This is the blog page for Detroit photographer Juan N. Only. Click the link at the top of the page to go to the home page.

Introduction - Who I am, why I have such a silly name and what is this KAP crap?

Way back when I was in undergraduate college, I bought my first SLR camera--a Ricoh XR7. It was also while in college that I went to my first Jazz festival: the Montreux/Detroit International Jazz Festival (as it was called back then). I took my fine new camera and photographed the musicians. Thus began my pursuit of live music photography and my love of Jazz (and of Detroit Jazz in particular).

It was also in college that I picked up the nickname of Juan and it stuck. When I decided I needed a business card for my photography, I added the 'N. Only' onto my nickname just to be cute or clever and to make an easily remembered name. For now, I plan on continuing to use this name, but there may come a time when I feel I need to use my legal name.

Most of my music photography has focused (so to speak) on the Detroit Jazz scene--both local musicians and those visiting from out of town. However, because my musical tastes are a bit eclectic, I also have photographed musical performances in other genres, including Indie Rock, Hardcore Punk, Folk, African pop and traditional music (I don't like the term 'World Music', so am intentionally avoiding it), etc. You can browse my sets of live music photography by clicking here.

In the summer of 2007, while on vacation travels, I picked up a small, dual-line, stunt kite (also known as a sport kite) from a shop in a tourist town on the Western side of the state (Michigan, that is) and started playing around with it. I got hooked, then obsessed and started pursuing kiting information on the internet. Through this research, I first learned of Kite Aerial Photography (KAP) and decided to combine two hobbies.

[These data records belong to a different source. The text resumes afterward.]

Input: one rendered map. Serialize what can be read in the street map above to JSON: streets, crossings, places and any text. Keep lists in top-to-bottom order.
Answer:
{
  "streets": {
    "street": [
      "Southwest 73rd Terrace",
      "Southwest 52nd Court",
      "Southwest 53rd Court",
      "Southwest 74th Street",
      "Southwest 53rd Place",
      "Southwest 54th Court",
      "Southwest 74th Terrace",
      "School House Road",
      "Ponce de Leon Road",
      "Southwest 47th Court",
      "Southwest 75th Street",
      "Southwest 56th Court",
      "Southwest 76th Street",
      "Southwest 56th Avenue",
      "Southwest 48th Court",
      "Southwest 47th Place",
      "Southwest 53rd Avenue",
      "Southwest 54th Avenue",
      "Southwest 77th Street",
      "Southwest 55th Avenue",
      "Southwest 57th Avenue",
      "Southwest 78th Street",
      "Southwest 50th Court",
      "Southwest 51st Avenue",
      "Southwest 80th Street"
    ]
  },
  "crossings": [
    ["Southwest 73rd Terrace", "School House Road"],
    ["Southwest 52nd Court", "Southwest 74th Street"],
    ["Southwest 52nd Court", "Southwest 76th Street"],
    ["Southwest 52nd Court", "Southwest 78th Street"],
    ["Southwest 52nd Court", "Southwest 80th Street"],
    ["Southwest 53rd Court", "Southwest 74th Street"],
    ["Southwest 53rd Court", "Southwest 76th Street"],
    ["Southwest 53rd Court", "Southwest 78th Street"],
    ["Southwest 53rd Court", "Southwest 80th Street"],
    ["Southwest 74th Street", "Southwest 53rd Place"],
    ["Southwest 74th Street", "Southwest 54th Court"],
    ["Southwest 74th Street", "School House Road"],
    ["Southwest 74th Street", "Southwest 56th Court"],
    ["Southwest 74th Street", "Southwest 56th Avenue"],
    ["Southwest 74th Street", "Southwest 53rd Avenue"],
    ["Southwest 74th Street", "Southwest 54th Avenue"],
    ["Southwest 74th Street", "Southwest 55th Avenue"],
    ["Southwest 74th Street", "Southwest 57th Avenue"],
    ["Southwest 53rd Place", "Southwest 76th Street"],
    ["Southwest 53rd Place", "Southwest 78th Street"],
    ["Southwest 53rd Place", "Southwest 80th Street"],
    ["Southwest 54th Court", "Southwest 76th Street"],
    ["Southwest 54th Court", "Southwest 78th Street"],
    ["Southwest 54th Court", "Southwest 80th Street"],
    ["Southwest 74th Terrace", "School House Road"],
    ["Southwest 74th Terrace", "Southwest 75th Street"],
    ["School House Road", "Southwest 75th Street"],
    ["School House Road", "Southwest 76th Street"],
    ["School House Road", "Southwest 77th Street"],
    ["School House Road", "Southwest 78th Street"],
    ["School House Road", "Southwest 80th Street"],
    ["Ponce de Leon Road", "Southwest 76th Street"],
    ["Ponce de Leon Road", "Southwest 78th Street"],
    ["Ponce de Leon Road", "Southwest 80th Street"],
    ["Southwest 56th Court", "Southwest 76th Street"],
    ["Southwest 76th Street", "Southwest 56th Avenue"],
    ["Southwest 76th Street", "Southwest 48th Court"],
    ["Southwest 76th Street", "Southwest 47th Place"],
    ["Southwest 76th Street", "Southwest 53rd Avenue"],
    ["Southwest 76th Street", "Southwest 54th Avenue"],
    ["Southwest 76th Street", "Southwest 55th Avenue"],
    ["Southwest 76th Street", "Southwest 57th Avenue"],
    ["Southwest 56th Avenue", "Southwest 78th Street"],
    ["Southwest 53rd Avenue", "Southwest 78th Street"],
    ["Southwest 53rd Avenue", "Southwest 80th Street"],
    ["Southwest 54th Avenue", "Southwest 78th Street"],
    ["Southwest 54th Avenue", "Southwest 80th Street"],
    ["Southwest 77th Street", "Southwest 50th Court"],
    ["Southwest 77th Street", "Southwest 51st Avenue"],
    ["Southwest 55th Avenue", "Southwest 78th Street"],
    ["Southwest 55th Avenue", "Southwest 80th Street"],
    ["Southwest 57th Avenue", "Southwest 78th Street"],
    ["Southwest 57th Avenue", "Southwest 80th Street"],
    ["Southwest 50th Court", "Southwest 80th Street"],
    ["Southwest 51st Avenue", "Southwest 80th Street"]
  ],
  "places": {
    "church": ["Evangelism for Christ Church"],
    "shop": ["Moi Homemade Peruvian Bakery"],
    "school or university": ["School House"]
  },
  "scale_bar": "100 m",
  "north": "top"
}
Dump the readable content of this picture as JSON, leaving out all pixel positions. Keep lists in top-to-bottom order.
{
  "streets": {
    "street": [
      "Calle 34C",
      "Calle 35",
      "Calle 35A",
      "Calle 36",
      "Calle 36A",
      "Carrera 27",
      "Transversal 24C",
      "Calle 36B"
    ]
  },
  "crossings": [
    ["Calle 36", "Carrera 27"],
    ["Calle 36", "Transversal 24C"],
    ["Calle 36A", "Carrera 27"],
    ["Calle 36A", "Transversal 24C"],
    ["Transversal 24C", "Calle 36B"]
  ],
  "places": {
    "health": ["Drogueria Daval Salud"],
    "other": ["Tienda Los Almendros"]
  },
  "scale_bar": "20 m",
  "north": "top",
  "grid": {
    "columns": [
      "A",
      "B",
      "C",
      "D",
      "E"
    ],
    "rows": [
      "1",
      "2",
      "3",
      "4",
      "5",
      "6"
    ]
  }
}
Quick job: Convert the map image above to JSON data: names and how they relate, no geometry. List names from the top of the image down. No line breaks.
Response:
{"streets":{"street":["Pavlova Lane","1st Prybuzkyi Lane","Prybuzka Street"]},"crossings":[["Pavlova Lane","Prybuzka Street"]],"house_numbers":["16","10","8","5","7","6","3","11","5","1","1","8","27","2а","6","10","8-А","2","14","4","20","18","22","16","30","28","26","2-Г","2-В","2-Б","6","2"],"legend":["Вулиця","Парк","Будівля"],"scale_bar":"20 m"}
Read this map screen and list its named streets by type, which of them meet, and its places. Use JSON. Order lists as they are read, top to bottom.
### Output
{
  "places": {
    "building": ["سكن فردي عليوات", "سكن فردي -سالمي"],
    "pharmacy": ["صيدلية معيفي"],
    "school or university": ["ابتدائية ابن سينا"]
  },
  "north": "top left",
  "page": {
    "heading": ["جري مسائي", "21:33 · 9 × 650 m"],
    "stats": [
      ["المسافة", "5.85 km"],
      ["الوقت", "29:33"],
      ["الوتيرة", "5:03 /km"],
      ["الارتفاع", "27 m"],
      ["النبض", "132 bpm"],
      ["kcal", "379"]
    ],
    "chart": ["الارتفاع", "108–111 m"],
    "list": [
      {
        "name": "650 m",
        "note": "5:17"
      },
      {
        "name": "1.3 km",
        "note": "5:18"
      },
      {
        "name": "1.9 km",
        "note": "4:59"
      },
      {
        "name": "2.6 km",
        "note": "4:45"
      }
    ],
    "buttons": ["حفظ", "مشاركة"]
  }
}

In Kite Aerial Photography, a camera is mounted in a rig which hangs from the kite line. The kite is then used to lift the rig into the air for some low-level aerial photographs. The rig can be very simple, in which the camera is in a fixed position within it, or more complicated with servos that change the pan and/or tilt orientations of the camera. The servos may be controlled automatically by electronics on the rig or through radio control (RC) from the ground. The triggering of the camera shutter can be through automatic circuitry internal or external to the camera (such as an intervalometer) or by a servo that presses the shutter button. Again the servo can be controlled automatically or by RC.

In the fall of 2008, I purchased a KAP kit over the internet, assembled it and, after a little learning curve, succeded in taking my first kite aerial photographs. I also managed to destroy two cameras--one slipped out of my hand and dropped onto pavement while putting it into the KAP rig and the other was destroyed when, through foolishness on my part, the kite line reel got away from me and the KAP rig, with camera in it, went bouncing across the roof of a building as it was dragged along by the kite.

I've now been pursuing this hobby for two years, however, I don't get out doing it nearly as often as I would like. You can browse my sets of KAP photos by clicking here.

Thanks for stopping by and I appreciate any feedback, including constructive criticism.